But is the sample representative :P
 
user116211
2:04 PM
@ChrisWhite There are people in internet who still thinks relativity is a conspiracy.
 
I think quantum field theory is a conspiracy.
 
user116211
@0celo7 Digging the Amazon shows Anthony Zee's book on QFT is quite famous among the buyers.
 
@0celo7 yeah, QFT was developed by the man
 
But most physics is a cult anyway
 
user116211
Hey @yuggib.
 
user116211
2:18 PM
Got the second volume of Courant and Hilbert from the library; the whole book is on PDEs. The book contains Courant's work on finite element method. But there is no exercise ;/
 
user116211
But the book is in good condition ;)
 
@MAFIA36790 I see. Anyways, it is more a piece of history than an interesting reference nowadays
 
@yuggib No, by Jews.
And I guarantee the average QFTist has not done any of the "experiments" that "verify" it, either.
 
user116211
@yuggib hmm.
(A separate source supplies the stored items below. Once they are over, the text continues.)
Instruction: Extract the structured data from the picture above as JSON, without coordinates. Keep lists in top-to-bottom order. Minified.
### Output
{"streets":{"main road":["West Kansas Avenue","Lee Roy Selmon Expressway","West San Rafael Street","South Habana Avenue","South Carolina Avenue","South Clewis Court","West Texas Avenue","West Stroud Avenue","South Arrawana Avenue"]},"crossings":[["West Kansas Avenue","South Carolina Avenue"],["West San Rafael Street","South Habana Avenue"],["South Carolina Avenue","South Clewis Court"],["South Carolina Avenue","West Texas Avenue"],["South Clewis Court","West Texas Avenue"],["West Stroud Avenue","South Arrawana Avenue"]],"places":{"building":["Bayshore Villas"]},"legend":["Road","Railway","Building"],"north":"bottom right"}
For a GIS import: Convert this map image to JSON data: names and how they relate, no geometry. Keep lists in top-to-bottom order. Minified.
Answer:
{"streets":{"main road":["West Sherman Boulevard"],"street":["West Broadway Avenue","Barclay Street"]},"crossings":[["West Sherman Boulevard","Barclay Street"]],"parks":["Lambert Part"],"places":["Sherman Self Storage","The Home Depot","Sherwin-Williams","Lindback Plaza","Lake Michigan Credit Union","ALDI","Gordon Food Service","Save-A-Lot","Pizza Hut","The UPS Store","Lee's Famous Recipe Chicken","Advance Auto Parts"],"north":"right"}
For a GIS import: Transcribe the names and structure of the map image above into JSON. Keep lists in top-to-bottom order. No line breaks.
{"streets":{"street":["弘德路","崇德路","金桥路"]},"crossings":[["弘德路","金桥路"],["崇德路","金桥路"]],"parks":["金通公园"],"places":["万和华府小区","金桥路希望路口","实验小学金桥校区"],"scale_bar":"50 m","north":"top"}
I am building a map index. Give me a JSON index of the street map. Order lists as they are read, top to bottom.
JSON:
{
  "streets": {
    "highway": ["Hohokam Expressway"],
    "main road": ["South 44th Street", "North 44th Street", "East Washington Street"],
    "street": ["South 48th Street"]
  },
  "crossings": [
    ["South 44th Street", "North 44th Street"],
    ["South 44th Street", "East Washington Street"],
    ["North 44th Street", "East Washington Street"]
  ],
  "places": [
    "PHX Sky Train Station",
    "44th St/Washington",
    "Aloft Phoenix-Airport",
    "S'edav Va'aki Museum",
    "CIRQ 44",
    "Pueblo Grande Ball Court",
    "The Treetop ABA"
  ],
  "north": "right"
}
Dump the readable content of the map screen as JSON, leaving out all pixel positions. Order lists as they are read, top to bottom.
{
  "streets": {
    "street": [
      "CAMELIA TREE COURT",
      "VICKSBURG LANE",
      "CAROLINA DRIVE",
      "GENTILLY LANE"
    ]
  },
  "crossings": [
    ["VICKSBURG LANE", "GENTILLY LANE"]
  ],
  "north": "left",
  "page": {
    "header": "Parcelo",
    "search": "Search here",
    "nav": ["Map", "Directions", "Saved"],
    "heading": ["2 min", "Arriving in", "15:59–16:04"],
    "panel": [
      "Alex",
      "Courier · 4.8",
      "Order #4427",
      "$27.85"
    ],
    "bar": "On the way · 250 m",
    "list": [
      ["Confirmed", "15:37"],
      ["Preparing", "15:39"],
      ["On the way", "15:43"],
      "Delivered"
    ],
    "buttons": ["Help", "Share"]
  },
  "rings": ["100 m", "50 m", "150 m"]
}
Yes, the book is not covered even in additional reference in the course. But it would be interesting to read his works and Hilbert's lecture notes.
 
I am
 
2:29 PM
@JohnRennie You went to Cambridge though didn't you?
 
@slereah I was wondering 1) what are you currently working on , and 2) what kind of math do you have to know for it (i'm assuming GR but anything else?)?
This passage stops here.